Check each line of the records below and collect those holding "hidden".

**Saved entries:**
--

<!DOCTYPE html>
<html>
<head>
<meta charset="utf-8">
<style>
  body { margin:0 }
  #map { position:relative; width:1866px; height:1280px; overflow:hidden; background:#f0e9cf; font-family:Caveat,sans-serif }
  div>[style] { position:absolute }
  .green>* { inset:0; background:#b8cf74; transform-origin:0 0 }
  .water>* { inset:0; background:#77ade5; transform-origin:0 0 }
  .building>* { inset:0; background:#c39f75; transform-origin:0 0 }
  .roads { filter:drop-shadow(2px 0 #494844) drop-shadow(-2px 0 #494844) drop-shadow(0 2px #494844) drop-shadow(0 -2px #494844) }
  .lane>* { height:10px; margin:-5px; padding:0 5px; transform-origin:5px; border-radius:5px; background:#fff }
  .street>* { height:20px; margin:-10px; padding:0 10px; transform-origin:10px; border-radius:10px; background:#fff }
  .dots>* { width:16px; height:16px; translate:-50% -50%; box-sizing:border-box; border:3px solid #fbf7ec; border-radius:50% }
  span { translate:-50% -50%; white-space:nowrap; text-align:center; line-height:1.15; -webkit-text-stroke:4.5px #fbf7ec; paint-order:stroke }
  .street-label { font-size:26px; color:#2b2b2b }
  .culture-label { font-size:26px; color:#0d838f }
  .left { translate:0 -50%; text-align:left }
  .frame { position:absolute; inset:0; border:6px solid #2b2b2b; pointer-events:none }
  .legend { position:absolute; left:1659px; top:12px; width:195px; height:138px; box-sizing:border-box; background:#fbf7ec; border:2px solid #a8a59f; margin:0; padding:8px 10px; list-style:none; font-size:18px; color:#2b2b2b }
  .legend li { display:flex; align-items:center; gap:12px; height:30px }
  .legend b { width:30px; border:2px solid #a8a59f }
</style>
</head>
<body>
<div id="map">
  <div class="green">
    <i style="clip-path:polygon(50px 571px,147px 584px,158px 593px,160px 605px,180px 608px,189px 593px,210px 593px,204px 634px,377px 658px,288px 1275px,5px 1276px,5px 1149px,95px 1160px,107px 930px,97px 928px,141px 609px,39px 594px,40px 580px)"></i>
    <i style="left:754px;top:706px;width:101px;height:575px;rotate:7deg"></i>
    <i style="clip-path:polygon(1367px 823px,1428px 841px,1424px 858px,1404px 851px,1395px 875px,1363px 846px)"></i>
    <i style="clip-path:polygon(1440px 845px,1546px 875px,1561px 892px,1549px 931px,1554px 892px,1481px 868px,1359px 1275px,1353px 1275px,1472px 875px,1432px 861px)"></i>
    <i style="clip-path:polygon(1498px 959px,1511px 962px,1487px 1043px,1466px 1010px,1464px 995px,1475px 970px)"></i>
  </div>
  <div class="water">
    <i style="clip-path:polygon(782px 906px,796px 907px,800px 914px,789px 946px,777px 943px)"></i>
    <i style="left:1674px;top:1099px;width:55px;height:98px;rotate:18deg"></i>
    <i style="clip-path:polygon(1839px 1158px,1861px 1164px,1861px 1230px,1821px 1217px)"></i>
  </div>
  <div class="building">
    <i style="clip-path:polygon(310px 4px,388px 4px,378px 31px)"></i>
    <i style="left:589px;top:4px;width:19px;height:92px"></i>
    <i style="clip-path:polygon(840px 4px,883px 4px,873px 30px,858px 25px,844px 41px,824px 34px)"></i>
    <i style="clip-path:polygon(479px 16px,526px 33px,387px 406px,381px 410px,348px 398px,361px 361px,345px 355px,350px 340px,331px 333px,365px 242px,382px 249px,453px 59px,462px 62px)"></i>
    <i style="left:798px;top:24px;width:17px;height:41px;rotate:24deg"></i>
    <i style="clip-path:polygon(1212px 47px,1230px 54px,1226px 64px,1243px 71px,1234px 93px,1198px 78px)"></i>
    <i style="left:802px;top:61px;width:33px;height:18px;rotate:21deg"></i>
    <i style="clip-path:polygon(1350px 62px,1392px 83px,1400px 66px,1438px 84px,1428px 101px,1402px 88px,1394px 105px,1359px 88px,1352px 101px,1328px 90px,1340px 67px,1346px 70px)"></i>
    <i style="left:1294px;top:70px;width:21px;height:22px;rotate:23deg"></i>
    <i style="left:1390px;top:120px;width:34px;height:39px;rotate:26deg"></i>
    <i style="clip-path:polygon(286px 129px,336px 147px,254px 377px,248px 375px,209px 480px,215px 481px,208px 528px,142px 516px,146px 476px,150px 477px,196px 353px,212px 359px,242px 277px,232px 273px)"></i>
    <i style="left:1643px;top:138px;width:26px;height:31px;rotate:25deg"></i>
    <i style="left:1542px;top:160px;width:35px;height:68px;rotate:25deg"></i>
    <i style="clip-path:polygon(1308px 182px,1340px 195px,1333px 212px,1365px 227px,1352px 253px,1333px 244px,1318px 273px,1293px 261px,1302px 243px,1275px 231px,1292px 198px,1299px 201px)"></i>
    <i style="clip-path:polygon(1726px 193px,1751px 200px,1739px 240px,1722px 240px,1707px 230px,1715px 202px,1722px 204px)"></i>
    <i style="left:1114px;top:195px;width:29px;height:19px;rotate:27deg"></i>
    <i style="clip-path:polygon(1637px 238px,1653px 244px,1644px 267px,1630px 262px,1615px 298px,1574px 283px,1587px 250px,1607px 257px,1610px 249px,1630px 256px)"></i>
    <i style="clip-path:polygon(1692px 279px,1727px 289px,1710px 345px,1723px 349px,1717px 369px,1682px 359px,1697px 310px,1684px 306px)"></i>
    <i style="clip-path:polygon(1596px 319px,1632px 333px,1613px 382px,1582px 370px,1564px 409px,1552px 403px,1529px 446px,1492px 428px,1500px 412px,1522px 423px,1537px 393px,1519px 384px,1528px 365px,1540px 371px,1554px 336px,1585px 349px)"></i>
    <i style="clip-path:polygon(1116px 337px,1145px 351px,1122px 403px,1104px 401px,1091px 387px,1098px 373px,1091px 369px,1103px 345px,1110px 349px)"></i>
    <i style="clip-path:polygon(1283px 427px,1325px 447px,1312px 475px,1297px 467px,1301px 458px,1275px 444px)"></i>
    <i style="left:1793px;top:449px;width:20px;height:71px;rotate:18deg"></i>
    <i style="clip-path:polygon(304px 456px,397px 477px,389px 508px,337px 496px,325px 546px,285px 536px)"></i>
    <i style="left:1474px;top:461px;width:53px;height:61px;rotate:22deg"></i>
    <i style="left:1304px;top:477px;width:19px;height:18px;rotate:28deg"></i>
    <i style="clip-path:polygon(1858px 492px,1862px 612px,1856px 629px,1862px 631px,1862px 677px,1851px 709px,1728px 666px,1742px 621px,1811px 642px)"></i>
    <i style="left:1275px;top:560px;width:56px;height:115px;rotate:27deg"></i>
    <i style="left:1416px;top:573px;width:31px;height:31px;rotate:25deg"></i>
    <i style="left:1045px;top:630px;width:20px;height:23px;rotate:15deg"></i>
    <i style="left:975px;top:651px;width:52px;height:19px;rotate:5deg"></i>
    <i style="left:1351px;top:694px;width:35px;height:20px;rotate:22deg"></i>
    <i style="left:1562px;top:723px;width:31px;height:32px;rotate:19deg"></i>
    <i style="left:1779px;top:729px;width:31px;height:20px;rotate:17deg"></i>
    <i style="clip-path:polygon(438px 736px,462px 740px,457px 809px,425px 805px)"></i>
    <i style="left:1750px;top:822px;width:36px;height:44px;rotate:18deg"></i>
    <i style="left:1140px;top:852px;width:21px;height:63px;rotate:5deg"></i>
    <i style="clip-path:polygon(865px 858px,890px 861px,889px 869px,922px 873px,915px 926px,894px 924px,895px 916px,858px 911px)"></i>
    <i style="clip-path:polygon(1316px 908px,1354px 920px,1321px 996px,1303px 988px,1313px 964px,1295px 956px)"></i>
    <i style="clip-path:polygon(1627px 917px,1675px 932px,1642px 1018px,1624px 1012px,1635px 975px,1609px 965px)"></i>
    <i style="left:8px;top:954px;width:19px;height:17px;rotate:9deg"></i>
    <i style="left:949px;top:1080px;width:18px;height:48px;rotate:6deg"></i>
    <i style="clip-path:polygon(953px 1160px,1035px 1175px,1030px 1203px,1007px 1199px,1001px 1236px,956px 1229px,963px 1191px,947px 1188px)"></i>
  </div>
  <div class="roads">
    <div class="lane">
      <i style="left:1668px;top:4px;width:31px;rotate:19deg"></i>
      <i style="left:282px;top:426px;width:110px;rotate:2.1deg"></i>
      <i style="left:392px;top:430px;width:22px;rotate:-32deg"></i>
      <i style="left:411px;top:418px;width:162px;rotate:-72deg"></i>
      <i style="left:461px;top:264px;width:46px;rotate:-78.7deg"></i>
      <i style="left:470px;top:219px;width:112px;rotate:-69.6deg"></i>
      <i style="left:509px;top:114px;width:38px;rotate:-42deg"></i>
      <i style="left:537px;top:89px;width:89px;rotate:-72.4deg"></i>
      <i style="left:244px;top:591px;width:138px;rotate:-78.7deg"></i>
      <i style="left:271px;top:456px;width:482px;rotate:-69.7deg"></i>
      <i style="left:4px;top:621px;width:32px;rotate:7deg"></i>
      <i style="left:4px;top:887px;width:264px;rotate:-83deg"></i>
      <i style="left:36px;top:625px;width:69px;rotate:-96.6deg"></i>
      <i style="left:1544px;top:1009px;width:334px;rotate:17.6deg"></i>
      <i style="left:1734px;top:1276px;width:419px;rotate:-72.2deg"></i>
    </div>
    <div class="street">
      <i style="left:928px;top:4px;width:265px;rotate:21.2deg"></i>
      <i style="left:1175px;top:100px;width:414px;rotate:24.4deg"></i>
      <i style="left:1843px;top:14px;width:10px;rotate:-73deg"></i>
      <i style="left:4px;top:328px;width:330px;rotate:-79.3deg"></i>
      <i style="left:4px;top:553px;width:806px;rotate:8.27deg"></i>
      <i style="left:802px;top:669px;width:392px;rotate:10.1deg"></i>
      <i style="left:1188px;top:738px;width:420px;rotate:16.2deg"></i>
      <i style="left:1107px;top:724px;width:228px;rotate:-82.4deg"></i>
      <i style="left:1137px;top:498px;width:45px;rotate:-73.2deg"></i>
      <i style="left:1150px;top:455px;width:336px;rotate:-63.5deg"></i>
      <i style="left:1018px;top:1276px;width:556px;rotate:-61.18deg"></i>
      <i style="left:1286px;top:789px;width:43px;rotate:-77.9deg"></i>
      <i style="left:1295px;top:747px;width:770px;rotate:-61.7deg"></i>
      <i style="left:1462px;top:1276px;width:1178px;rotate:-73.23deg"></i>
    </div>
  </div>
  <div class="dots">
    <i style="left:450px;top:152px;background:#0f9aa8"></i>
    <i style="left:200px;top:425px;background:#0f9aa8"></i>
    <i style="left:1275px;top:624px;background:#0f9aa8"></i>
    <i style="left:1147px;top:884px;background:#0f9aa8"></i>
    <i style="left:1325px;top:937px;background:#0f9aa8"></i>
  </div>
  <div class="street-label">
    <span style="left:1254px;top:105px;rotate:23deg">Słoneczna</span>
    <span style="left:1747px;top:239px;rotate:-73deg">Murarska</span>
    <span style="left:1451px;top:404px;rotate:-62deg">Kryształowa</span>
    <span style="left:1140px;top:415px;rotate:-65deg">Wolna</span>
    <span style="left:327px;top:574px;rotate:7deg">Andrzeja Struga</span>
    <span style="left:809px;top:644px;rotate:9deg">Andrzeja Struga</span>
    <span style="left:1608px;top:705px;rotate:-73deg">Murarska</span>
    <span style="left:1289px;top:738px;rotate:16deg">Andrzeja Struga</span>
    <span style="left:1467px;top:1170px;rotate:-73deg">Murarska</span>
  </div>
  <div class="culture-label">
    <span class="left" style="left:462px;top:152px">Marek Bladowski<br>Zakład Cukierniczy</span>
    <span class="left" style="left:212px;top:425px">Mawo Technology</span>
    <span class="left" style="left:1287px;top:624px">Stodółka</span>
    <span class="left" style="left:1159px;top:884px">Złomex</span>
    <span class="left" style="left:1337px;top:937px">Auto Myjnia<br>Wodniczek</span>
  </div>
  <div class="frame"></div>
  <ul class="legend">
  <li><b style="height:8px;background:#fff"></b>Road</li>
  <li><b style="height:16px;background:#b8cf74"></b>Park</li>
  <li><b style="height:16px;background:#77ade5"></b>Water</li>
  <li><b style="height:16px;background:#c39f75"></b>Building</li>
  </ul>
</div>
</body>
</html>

--

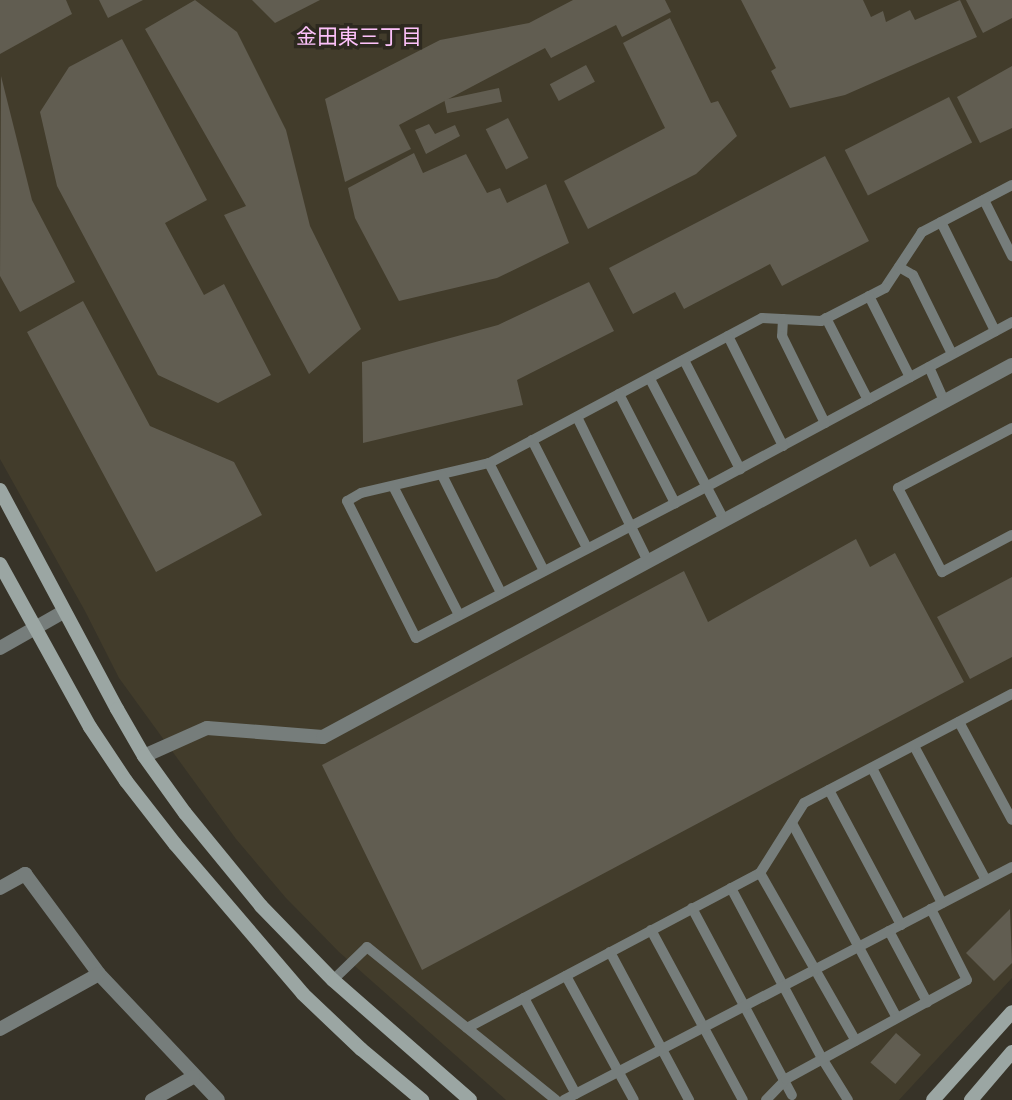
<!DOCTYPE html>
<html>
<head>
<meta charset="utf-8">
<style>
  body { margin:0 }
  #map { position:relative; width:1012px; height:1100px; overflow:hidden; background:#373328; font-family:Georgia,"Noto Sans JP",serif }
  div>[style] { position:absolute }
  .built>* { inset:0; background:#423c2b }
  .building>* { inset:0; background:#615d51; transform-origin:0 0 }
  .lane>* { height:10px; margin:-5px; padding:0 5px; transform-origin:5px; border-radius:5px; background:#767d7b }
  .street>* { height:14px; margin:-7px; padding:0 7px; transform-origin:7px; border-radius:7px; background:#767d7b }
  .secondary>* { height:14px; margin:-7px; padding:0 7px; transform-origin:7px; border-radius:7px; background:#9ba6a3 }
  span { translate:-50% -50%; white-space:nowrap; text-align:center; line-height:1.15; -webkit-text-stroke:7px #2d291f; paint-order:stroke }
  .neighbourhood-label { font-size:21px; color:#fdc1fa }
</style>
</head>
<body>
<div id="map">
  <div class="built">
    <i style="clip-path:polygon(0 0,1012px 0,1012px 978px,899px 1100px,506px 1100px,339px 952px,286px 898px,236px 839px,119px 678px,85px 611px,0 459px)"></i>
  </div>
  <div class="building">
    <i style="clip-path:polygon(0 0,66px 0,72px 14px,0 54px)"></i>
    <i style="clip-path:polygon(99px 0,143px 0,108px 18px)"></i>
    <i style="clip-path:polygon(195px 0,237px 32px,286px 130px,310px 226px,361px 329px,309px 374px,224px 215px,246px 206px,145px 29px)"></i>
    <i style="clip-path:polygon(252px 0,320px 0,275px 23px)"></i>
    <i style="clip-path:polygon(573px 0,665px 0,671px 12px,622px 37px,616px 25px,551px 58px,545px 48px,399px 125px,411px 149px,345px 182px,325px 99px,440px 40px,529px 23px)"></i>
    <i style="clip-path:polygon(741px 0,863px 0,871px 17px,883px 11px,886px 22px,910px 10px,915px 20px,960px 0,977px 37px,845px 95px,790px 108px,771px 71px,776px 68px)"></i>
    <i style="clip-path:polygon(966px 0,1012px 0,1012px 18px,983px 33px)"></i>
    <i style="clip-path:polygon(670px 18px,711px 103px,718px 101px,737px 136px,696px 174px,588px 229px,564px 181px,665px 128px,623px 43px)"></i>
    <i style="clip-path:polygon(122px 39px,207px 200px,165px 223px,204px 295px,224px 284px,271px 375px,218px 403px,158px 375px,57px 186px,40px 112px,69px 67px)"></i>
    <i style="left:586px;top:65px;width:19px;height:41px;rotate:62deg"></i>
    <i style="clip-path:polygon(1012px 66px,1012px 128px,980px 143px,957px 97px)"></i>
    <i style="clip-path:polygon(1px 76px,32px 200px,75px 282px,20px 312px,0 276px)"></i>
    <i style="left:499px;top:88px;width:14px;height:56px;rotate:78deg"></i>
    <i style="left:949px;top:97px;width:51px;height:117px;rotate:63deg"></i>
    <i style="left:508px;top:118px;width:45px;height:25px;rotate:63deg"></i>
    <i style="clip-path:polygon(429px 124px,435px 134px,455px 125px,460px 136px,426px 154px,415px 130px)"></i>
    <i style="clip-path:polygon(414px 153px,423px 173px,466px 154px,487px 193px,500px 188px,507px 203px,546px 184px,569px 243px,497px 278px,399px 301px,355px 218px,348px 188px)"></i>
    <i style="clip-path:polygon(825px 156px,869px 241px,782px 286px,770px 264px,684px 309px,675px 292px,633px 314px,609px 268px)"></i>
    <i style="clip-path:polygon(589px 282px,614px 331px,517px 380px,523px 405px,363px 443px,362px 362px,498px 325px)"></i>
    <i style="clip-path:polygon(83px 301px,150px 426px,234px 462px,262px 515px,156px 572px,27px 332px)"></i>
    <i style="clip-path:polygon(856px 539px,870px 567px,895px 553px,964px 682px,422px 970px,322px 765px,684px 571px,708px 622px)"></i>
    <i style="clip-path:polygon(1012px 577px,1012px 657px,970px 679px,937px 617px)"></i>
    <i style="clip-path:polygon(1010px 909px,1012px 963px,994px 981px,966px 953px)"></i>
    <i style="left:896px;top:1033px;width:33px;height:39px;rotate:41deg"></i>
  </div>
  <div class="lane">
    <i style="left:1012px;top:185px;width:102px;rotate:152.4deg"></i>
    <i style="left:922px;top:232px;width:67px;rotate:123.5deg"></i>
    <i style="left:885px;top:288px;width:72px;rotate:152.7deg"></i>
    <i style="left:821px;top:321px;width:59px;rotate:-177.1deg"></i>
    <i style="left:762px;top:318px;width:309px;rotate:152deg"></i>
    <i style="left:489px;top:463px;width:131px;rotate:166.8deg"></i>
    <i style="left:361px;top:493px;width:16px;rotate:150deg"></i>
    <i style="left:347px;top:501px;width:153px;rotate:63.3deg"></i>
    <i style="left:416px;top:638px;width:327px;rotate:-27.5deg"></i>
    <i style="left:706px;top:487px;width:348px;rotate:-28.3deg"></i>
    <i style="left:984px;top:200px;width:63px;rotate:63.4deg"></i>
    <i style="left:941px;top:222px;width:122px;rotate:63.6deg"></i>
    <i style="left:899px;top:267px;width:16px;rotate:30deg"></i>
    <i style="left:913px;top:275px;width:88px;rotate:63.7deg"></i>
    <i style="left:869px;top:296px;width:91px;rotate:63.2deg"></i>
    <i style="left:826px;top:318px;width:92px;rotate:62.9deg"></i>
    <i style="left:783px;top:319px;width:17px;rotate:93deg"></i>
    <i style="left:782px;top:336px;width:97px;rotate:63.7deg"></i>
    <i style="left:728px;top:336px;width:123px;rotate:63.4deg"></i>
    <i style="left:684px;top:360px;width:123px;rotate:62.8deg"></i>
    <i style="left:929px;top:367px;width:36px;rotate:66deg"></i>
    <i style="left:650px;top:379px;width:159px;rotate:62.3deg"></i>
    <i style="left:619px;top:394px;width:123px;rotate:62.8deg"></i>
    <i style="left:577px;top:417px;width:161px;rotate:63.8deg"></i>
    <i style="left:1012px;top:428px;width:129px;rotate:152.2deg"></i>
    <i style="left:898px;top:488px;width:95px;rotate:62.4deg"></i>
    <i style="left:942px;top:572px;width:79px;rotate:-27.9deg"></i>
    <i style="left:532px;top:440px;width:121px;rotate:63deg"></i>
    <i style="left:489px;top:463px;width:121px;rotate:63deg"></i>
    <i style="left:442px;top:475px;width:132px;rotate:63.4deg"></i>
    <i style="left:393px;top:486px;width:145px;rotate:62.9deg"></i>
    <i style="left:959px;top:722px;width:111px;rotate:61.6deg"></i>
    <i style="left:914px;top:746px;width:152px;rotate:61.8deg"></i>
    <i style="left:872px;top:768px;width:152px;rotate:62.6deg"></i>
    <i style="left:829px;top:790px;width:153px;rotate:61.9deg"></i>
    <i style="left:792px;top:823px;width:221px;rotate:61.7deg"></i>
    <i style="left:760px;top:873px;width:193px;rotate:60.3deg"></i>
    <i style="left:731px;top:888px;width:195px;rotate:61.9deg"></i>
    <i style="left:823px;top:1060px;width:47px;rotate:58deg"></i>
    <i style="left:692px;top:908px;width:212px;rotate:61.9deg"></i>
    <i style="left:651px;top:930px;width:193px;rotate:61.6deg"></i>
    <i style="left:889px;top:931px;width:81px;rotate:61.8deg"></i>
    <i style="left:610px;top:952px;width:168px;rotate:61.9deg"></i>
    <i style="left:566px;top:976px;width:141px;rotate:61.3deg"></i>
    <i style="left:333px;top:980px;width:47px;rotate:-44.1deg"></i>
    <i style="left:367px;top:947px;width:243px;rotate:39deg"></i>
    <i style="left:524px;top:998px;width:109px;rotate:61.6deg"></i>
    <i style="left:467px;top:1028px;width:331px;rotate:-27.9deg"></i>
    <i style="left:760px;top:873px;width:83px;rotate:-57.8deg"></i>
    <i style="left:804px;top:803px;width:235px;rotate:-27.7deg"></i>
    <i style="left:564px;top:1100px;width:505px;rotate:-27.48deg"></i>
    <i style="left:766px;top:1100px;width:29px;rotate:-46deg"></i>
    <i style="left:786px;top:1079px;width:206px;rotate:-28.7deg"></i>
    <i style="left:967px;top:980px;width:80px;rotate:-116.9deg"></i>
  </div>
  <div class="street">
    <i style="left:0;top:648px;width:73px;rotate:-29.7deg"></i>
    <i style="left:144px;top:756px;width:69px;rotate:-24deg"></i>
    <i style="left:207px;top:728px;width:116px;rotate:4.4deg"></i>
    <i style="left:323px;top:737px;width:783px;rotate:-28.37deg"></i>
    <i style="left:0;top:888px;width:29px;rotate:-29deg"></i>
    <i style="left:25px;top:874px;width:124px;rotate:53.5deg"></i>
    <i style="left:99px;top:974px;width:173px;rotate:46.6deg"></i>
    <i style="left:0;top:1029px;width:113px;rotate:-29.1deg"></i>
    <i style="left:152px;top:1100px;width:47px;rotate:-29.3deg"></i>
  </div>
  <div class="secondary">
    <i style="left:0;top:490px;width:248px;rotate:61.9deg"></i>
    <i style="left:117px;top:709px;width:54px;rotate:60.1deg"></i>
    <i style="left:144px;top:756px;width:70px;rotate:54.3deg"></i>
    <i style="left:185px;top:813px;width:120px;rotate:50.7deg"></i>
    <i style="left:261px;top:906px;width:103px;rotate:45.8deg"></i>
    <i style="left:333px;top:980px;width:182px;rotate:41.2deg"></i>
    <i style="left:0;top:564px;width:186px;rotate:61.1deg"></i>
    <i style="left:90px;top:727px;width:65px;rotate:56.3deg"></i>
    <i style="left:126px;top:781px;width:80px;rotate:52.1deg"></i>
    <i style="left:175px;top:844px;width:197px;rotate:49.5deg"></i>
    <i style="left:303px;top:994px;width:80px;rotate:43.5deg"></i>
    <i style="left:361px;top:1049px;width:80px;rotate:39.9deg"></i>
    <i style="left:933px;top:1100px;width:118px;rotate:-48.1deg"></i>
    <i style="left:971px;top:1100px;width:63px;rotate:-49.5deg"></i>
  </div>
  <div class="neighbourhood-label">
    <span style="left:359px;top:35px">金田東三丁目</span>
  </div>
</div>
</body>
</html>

--

**Answer below:**
  #map { position:relative; width:1866px; height:1280px; overflow:hidden; background:#f0e9cf; font-family:Caveat,sans-serif }
  #map { position:relative; width:1012px; height:1100px; overflow:hidden; background:#373328; font-family:Georgia,"Noto Sans JP",serif }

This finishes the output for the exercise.